▶ **DIRECTIONS FOR THIS TASK**
For each line below that contains the word "rows", return that line.

+++ DATA EXTRACT

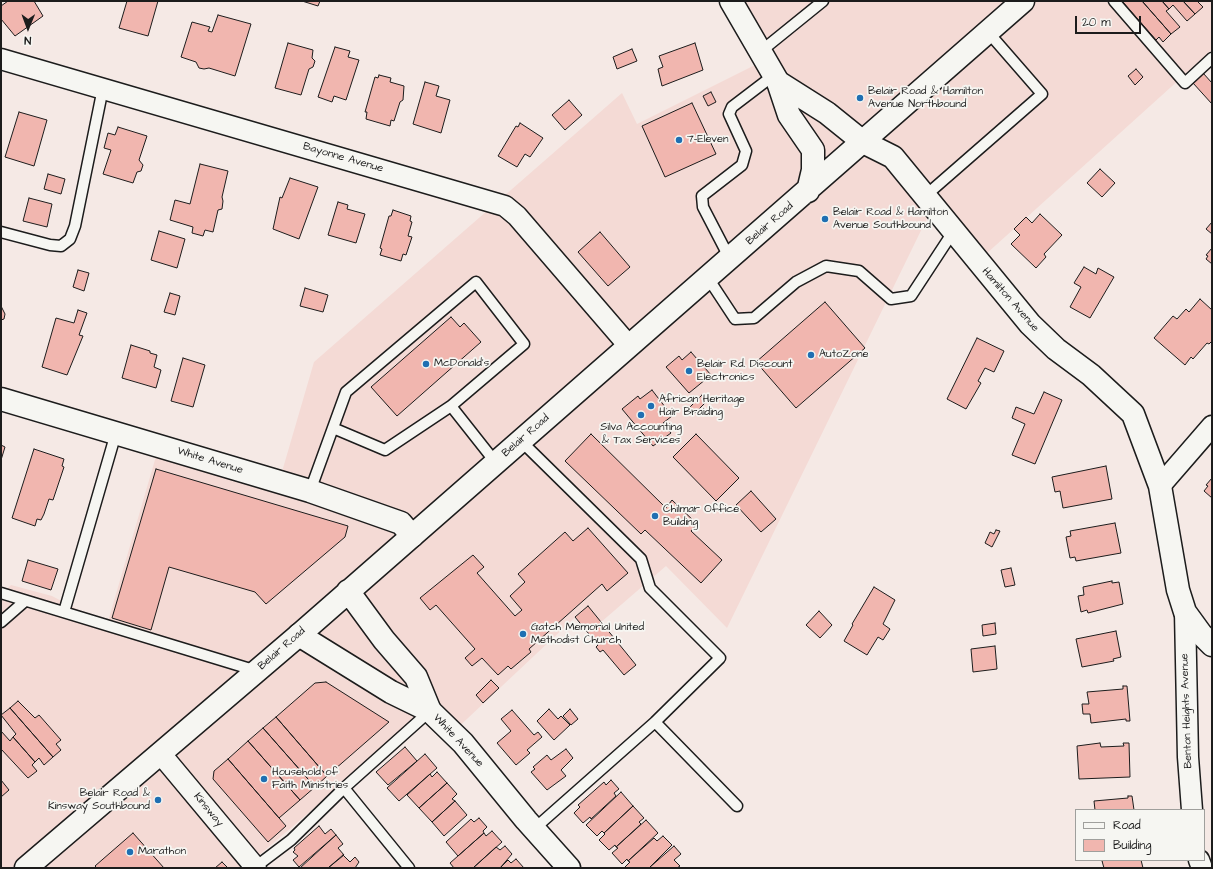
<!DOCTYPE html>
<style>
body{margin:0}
#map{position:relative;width:1213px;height:869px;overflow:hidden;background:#f5e9e5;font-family:"Architects Daughter",sans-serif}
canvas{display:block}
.frame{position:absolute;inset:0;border:2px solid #1c1c1c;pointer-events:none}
.legend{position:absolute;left:1075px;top:809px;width:130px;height:52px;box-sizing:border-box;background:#f6f6f2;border:1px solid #9f9f9c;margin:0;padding:5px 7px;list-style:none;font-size:12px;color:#1c1c1c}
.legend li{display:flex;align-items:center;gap:8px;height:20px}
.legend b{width:20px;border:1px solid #9f9f9c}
.north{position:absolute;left:8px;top:8px;width:40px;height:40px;-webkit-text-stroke:3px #f6f6f2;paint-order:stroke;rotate:181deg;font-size:11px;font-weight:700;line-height:16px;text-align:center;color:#1c1c1c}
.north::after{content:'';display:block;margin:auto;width:14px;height:18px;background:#1c1c1c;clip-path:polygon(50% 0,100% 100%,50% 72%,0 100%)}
.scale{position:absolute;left:1075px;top:16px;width:66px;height:18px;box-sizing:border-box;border:2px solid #1c1c1c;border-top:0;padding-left:5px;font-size:12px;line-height:14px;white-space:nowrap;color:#1c1c1c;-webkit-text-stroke:3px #f6f6f2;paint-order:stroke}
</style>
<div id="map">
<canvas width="1213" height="869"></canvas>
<div class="frame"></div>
<ul class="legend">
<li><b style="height:5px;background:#f6f6f2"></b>Road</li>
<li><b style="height:11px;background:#f1b6af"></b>Building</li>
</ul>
<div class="north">N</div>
<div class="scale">20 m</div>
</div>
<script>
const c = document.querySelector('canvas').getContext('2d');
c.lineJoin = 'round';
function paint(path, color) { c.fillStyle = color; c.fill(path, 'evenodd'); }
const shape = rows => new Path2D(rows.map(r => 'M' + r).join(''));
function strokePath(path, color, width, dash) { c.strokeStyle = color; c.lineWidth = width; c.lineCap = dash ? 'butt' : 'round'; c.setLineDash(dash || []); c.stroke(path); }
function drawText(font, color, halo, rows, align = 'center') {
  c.font = font + ' "Architects Daughter",sans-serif'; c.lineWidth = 3.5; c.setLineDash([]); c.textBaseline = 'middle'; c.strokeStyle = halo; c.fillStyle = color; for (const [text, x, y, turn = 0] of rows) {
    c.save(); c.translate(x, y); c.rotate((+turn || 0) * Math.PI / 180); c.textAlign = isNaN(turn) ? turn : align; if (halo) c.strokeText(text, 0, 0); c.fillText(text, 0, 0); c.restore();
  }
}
paint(shape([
 [734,1,1212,1,1212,50,975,264,932,208,727,628,666,566,600,623,586,607,451,734,423,715,244,868,1,868,1,595,11,585,52,596,107,625,159,446,279,482,314,362,622,93,637,124,763,61]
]), '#f4dad5');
const building = shape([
 [8,1,34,1,43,16,15,36,1,19,1,6,8,1],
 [127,1,158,1,148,36,119,28,127,1],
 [302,1,320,1,318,6,302,1],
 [1122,1,1142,1,1171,34,1163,42,1159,37,1156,40,1122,1],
 [1142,1,1162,1,1169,9,1166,11,1180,27,1171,34,1142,1],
 [1162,1,1183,1,1195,14,1187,21,1173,5,1169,9,1162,1],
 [1183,1,1197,1,1203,7,1195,14,1183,1],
 [218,15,251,24,235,76,209,68,204,69,199,68,196,62,181,57,192,22,210,27,208,31,212,32,218,15],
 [288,43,313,50,312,58,315,61,313,67,309,69,301,95,275,88,288,43],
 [695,43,703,70,662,86,658,69,663,67,659,56,695,43],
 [335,47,350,51,348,57,359,60,346,100,334,96,332,102,318,97,335,47],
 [632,49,637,61,617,69,613,57,632,49],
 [1136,69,1143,77,1135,85,1128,76,1136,69],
 [1203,73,1212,83,1212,104,1193,83,1203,73],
 [379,75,391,78,390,82,404,86,403,100,400,102,394,121,391,120,390,126,366,119,367,112,365,112,375,77,378,78,379,75],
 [425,82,439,86,436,96,450,100,441,133,413,124,425,82],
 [711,92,716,102,708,106,703,96,711,92],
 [569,100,582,115,565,130,552,115,569,100],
 [692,103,716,154,665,177,642,126,692,103],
 [19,112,47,120,34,166,5,157,19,112],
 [520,123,543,138,530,157,525,154,517,167,498,156,516,126,518,127,520,123],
 [118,127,147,136,139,160,143,165,141,171,137,172,133,183,103,174,111,150,104,148,108,133,115,135,118,127],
 [200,164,228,171,222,197,223,201,222,209,218,210,213,232,205,230,203,236,192,233,193,227,170,220,175,200,190,204,200,164],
 [1100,169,1115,183,1102,197,1087,183,1100,169],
 [48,174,65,179,61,194,44,189,48,174],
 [290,178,318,187,299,239,273,229,280,197,282,198,290,178],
 [29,198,52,204,47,227,23,221,29,198],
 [338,202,348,205,347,209,365,214,356,243,328,235,338,202],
 [393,210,411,216,410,221,412,222,408,236,412,237,406,255,403,254,401,261,380,255,382,249,380,248,389,216,391,216,393,210],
 [1040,214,1062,235,1044,254,1046,257,1036,268,1011,244,1020,235,1014,229,1026,217,1032,223,1040,214],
 [1212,222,1212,234,1206,229,1212,222],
 [159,231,185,239,177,268,151,260,159,231],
 [600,232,630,267,608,286,578,252,600,232],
 [1212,248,1212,264,1206,259,1208,256,1206,255,1212,248],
 [1084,267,1096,274,1098,268,1114,277,1090,318,1070,307,1081,287,1074,283,1084,267],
 [78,270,89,273,84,291,73,287,78,270],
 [305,288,328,295,323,312,300,306,305,288],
 [170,293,180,296,175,315,164,312,170,293],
 [1200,299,1212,310,1212,341,1209,344,1207,343,1193,359,1191,357,1185,365,1154,338,1173,316,1177,319,1186,309,1189,312,1200,299],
 [825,302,865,348,796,408,756,362,825,302],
 [1,306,5,314,4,319,1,320,1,306],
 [78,310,87,313,79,335,83,336,67,375,42,367,56,318,74,323,78,310],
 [451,317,460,327,464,323,481,342,397,416,371,387,451,317],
 [977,338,1004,351,994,372,985,368,978,381,981,383,966,409,947,399,977,338],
 [131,345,150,351,150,353,157,355,154,367,161,370,156,388,122,378,131,345],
 [691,352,711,375,689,393,666,367,679,356,682,360,691,352],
 [183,358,205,365,193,407,171,401,183,358],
 [652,390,672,416,663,423,671,433,653,446,622,409,638,396,640,399,652,390],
 [1044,392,1062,400,1035,464,1012,455,1025,424,1012,418,1016,407,1034,414,1044,392],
 [702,395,707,401,695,413,689,408,702,395],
 [591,434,666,508,672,500,697,524,691,531,722,560,701,583,645,530,641,534,565,461,591,434],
 [696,434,739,478,716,501,673,457,696,434],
 [1,445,5,447,1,460,1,445],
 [34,449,64,459,62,466,64,467,53,500,49,499,44,514,41,520,37,519,35,526,12,518,34,449],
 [1106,466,1112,499,1063,508,1060,491,1055,492,1052,477,1106,466],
 [156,469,348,526,345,537,266,604,255,592,169,567,151,630,112,618,156,469],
 [1212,478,1212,498,1204,491,1208,486,1206,485,1212,478],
 [751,491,776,519,761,532,736,505,751,491],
 [1115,523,1121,553,1076,561,1075,557,1070,558,1066,537,1071,536,1070,531,1115,523],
 [588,528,628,573,607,591,602,584,529,649,531,652,511,669,508,666,498,675,482,658,472,666,465,658,475,649,436,605,430,610,420,598,473,555,484,567,477,573,515,616,522,610,510,596,525,582,518,574,565,532,573,541,588,528],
 [996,530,1000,531,992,547,985,543,990,532,994,534,996,530],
 [28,560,58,569,51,590,22,581,28,560],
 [1011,568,1015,585,1005,587,1001,570,1011,568],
 [1112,581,1112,583,1119,582,1123,604,1088,613,1087,610,1081,612,1078,596,1084,595,1083,587,1112,581],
 [874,587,895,600,883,624,890,629,883,640,878,637,867,655,844,641,853,625,852,624,874,587],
 [588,606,636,665,624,675,603,650,600,652,596,647,598,645,575,617,588,606],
 [819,611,832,625,820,638,806,625,819,611],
 [995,623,996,634,983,636,982,625,995,623],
 [1116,631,1121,657,1113,659,1114,661,1082,667,1076,639,1116,631],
 [995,646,997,669,973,672,971,649,995,646],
 [491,680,499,688,483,703,476,695,491,680],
 [326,682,389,722,327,776,276,717,315,683,326,682],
 [1123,686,1127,686,1130,721,1126,721,1126,719,1091,723,1090,714,1083,714,1082,704,1089,704,1087,692,1123,689,1123,686],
 [18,701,35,718,39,715,61,740,56,744,61,750,53,757,10,708,18,701],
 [10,708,53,757,44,765,39,758,35,762,13,737,16,734,1,715,10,708],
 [549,709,558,719,561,716,570,725,554,740,537,721,549,709],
 [570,709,578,719,571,725,563,716,570,709],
 [512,710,534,735,538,732,542,737,527,750,530,753,516,765,497,743,511,731,501,719,512,710],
 [276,717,327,776,315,787,263,728,276,717],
 [263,728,315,787,300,800,248,741,263,728],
 [1,731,10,741,13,737,35,762,32,765,37,771,28,778,1,749,1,731],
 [248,741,300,800,279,818,228,759,248,741],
 [1100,743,1101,747,1124,746,1123,743,1129,743,1130,777,1079,779,1077,746,1100,743],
 [405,747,417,761,388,785,376,772,405,747],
 [566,749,573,758,561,770,566,776,547,790,531,772,535,769,533,767,547,755,551,760,566,749],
 [425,754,437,768,399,801,387,788,425,754],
 [228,759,286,826,268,842,213,779,214,771,228,759],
 [437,772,447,783,419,808,407,795,430,774,432,777,437,772],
 [1,780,9,790,1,797,1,780],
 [611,780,619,789,614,793,616,796,591,819,590,817,583,823,574,813,580,807,578,805,604,782,606,785,611,780],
 [447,783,457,794,452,799,455,801,432,822,419,808,447,783],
 [621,792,633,806,604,833,602,831,597,836,586,825,621,792],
 [1128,796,1132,796,1134,810,1095,810,1094,801,1128,798,1128,796],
 [455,801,467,815,444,836,432,822,455,801],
 [633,806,644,818,639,822,641,824,616,847,615,845,609,850,599,840,605,834,604,833,633,806],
 [479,818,487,827,483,831,484,833,458,856,446,842,471,819,474,822,479,818],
 [646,820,658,833,628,861,627,859,622,864,612,853,618,848,616,847,646,820],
 [319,826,325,834,331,829,336,835,299,867,293,860,298,856,293,852,295,850,294,848,319,826],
 [492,831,502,842,473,868,454,868,450,863,484,833,486,836,492,831],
 [133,833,164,868,97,868,95,866,133,833],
 [336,835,343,844,338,848,344,855,328,868,300,868,336,835],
 [663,836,672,845,649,868,624,868,630,862,628,861,654,838,657,841,663,836],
 [505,846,512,854,500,868,473,868,496,847,500,850,505,846],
 [674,846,681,854,674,860,680,866,677,868,649,868,674,846],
 [343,855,350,862,355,857,359,862,355,868,328,868,343,855],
 [516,859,524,868,500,868,508,860,511,863,516,859],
 [1105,860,1141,860,1143,868,1104,868,1102,861,1105,860],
 [222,862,228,868,215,868,222,862]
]);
paint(building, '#f1b6af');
strokePath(building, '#1c1c1c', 1);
const lane = shape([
 [1114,1,1185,83,1212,58],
 [760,52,823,1],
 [924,197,1042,94,988,32],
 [1,232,50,245,61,246,70,239,75,226,103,88],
 [730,259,703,207,702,196,742,165,746,151,729,114,732,107,774,75],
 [708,278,735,319,754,318,796,282,826,266,859,271,891,299,911,296,953,232],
 [451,406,496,463],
 [521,441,641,559,650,588,720,658,655,722,534,829],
 [310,491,346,392,476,282,524,344,451,406,385,450,333,428],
 [1,593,257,671],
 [64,612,116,433],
 [1,622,25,601],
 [655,722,737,806],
 [344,788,409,868],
 [254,868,291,840,344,788,430,711]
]);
const street = shape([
 [1,59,505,206,517,216,629,346],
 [1160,486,1212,426],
 [1185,612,1188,757,1192,810],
 [160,753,256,868],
 [1199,860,1202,868]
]);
const secondary = shape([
 [731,1,778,82,827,113,863,142,893,157,1030,324,1056,349,1091,375,1133,414,1160,486,1178,590,1185,612,1201,634,1212,645],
 [1,399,310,491,401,523,412,536],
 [299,635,391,692,430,711,463,743,526,820,569,868]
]);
const primary = shape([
 [778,82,789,115,813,150,813,170,808,191],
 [348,591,384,640,416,677,430,711],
 [26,868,299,635,1023,1]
]);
strokePath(lane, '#1c1c1c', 13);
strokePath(street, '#1c1c1c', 23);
strokePath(secondary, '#1c1c1c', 25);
strokePath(primary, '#1c1c1c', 25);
strokePath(lane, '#f6f6f2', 10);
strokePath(street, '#f6f6f2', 20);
strokePath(secondary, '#f6f6f2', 22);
strokePath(primary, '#f6f6f2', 22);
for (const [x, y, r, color] of [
 [860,98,4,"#1f6fb2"],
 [679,140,4,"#1f6fb2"],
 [825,219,4,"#1f6fb2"],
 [811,355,4,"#1f6fb2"],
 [426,364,4,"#1f6fb2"],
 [689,371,4,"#1f6fb2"],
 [651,406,4,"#1f6fb2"],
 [641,415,4,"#1f6fb2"],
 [655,516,4,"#1f6fb2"],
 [523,634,4,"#1f6fb2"],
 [264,779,4,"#1f6fb2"],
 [158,800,4,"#1f6fb2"],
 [130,852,4,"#1f6fb2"]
]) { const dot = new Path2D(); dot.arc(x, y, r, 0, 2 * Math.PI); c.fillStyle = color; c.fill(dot); strokePath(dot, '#f6f6f2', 1.5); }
drawText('11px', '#1c1c1c', '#f6f6f2', [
 ["Belair Road & Hamilton",868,92],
 ["Avenue Northbound",868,105],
 ["7-Eleven",687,140],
 ["Belair Road & Hamilton",833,213],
 ["Avenue Southbound",833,226],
 ["AutoZone",819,355],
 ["McDonald's",434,364],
 ["Belair Rd. Discount",697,365],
 ["Electronics",697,378],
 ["African Heritage",659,400],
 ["Hair Braiding",659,413],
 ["Silva Accounting",641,428,"center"],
 ["& Tax Services",641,441,"center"],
 ["Chilmar Office",663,510],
 ["Building",663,523],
 ["Gatch Memorial United",531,628],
 ["Methodist Church",531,641],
 ["Household of",272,773],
 ["Faith Ministries",272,786],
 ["Belair Road &",150,794,"right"],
 ["Kinsway Southbound",150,807,"right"],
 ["Marathon",138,852]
], 'left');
drawText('11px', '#1c1c1c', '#f6f6f2', [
 ["Bayonne Avenue",343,158,16],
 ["Belair Road",770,224,-41],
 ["Hamilton Avenue",1010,300,49],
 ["Belair Road",526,436,-41],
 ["White Avenue",210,461,17],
 ["Belair Road",282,649,-41],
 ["Benton Heights Avenue",1187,711,-92],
 ["White Avenue",458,741,47],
 ["Kinsway",208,810,50]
]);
</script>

++++++

▶ **REPLY**
const shape = rows => new Path2D(rows.map(r => 'M' + r).join(''));
function drawText(font, color, halo, rows, align = 'center') {
  c.font = font + ' "Architects Daughter",sans-serif'; c.lineWidth = 3.5; c.setLineDash([]); c.textBaseline = 'middle'; c.strokeStyle = halo; c.fillStyle = color; for (const [text, x, y, turn = 0] of rows) {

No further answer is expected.